Mam przedpotopowego Tamrona 28-80 kupionego w kicie z EOSem 50e, nie pamiętam, czy kupowałem już w obecnym millenium,a wredny drań do dzisiaj działa i zepsuć się nie chce.
Wersja do druku
Mam przedpotopowego Tamrona 28-80 kupionego w kicie z EOSem 50e, nie pamiętam, czy kupowałem już w obecnym millenium,a wredny drań do dzisiaj działa i zepsuć się nie chce.
Ja mam inna teorie....Canon nie po to robi bardzo dobre żeby tamrona kupowac. oczywiscie moze i byc lepszy ale nie dla mnie. Nigdy w zyciu nie kupie zadnego zamiennika nawet nie interesuje mnie co one potrafia. pozdrawiam
Miałem C70-200 f4. I się go pozbyłem. Zamieniłem "L" na Tamrona 70-200 f2,8. Fakt, AF nie ten, ale za to jakość obrazka (ostrość), pobiła sławetną eLkę na głowę. Jeśli ten 70-300 jest optycznie taki sam jak 70-200, ja bym się nie zastanawiał, tylko inwestował w T
a wie ktoś może od jakiej ogniskowej wchodzi światło 5,6??
w 70-200/4 zadnej ;)
w Tamronie... zobacz:
http://www.bobatkins.com/photography...vc_review.html
Oj, skoczny,
ręce opadają, jak się czyta takie wyznania.
No to zostałeś fanboyem. Rozumiem kupować gdyż widzi się w systemowych szkiełkach potencjał, ale niestety w kwestii jakości 70-300vc bije na głowę swojego Canonowskiego odpowiednika.
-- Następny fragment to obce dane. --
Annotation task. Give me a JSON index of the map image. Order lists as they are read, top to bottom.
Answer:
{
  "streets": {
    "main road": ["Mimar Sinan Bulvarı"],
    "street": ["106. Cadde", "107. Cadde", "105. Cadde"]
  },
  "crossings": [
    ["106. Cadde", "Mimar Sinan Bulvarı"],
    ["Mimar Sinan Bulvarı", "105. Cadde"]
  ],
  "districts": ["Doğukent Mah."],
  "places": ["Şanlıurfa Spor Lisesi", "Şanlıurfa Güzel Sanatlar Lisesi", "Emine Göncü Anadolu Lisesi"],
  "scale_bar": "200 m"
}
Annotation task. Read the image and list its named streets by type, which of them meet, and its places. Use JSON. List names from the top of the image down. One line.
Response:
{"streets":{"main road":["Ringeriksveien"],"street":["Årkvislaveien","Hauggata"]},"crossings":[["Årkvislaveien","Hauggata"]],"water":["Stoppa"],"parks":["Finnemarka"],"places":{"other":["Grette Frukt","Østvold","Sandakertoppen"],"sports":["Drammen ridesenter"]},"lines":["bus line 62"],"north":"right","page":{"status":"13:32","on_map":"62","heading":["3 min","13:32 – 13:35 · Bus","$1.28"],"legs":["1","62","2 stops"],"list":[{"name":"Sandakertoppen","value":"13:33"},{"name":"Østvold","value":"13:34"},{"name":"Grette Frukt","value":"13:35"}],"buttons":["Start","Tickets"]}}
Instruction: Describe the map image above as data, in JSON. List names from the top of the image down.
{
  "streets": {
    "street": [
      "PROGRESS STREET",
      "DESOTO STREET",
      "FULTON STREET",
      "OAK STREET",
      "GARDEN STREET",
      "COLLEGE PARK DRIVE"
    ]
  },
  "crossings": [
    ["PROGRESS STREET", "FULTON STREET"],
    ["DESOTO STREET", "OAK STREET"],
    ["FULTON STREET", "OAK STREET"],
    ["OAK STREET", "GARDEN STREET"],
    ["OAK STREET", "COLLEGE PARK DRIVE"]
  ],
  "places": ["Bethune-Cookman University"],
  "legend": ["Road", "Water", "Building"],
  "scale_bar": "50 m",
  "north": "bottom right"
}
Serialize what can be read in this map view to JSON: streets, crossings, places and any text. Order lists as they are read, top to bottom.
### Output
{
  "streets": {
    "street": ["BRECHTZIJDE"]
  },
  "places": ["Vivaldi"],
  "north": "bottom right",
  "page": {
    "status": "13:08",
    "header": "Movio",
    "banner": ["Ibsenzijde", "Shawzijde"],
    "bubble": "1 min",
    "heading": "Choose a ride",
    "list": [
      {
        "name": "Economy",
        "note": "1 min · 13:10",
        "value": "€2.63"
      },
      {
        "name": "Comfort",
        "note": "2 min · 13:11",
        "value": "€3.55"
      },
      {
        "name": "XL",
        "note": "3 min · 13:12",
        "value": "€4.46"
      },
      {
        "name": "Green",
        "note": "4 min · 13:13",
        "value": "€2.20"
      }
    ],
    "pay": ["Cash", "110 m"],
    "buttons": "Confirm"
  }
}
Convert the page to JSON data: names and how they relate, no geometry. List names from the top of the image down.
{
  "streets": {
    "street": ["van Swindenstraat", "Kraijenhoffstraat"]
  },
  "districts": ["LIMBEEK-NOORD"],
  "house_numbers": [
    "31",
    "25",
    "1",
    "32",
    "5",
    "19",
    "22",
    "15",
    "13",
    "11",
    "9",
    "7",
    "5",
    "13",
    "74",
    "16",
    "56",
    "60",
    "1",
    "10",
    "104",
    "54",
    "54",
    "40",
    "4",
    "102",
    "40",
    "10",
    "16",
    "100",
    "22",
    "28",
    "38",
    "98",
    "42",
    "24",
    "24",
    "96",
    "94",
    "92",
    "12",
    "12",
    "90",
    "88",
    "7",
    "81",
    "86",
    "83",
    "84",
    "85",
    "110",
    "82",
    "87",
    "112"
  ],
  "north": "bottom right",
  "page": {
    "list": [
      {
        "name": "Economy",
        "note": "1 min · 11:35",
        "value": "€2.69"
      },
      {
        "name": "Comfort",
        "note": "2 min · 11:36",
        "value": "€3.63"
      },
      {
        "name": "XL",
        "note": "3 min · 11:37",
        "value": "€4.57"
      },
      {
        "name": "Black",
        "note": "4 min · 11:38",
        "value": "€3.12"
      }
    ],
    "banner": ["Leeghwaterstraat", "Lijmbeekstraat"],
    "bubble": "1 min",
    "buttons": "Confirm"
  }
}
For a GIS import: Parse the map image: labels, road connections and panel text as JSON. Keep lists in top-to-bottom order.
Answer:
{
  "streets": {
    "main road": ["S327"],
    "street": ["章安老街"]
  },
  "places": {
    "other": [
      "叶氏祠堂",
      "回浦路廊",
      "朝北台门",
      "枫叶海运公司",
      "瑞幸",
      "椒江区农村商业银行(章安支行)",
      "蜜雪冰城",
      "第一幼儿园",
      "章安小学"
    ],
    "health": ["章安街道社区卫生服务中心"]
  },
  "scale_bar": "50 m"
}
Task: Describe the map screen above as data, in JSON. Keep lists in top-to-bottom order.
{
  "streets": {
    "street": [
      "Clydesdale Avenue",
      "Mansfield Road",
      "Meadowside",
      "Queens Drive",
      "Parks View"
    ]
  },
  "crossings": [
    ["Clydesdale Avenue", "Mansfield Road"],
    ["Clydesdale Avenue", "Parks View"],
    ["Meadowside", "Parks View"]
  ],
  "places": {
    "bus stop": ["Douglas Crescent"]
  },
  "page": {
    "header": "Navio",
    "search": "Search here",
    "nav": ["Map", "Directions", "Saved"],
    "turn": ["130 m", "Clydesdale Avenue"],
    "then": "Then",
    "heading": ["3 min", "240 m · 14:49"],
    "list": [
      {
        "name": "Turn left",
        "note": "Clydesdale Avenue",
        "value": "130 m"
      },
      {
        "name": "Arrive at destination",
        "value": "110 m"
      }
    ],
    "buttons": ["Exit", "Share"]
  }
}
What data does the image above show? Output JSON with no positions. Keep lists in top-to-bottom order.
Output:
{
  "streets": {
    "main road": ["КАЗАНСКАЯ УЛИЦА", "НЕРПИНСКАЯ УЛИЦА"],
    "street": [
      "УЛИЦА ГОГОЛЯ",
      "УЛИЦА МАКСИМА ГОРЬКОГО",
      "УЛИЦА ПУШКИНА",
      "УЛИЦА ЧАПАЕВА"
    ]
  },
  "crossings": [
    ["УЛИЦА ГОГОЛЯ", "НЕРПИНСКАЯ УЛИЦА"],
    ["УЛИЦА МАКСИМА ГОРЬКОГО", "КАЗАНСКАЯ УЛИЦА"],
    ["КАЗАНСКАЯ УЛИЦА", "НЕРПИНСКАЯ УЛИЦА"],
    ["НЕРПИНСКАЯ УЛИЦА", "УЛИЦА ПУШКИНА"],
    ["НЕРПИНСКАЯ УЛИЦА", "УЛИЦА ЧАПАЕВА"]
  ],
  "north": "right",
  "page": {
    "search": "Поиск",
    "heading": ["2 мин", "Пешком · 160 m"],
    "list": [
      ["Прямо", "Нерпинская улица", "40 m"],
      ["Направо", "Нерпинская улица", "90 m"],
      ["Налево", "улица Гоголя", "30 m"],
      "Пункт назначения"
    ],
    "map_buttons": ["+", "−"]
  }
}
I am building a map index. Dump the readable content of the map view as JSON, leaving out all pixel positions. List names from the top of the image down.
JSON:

W życiu nie skusiłbym się na zakup, ze względu na etykietę. Sam popełniłem taki błąd kupują 24-105L i godząc się na to by stracić szeroki kąt na rzecz "wytrzymałości". Kolory są super, ale i tak będę musiał dokupić UWA pod cropa.
Jeśli miałbym teraz stać przed tym wyborem, to tak:
1. Imho zastosowanie gra jakąś-poważną rolę
2. Stabilizacja vs stałe światło w L-ce
2.1 No tak, ale stałe światło w L-ce nie należy do najjaśniejszych
2.2 Brak stabilizacji może znacząco wpłynąć na zdjęcia
3. USM to fajna sprawa, ale USD w Tamronie leciutko odbiega, ale wciąż jest szybsze i cichsze niż w 17-50 czy 28-75.
4. Robiąc sport przymykałbym do f=11 więc stabilizacja nad L-ką wygrywa w moim przypadku ;)
A Ty nie miałeś przypadkiem 5D kupować ostatnio? :)
To chyba bardzo dobrze oświetlony musiałby być ten sport. A z drugiej strony bardzo powolny, skoro stabilizacja miałaby cokolwiek dawać...
A co do 70-200/4 i T70-300... Nie fociłem ani jednym, ani drugim, ale gdybym miał wybierać na cropa, to chyba wziąłbym Tamrona ze względu na większa uniwersalność. Przy f/4 (i wyżej) to i tak nie będzie nigdy profesjonalne szkło do poważniejszych zainteresowań, a większa ogniskowa i VC zdecydowanie zwiększą ilość potencjalnych okazji do jego wykorzystania.
Niestety ten obiektyw nie mieści się w moim przedziale cenowym.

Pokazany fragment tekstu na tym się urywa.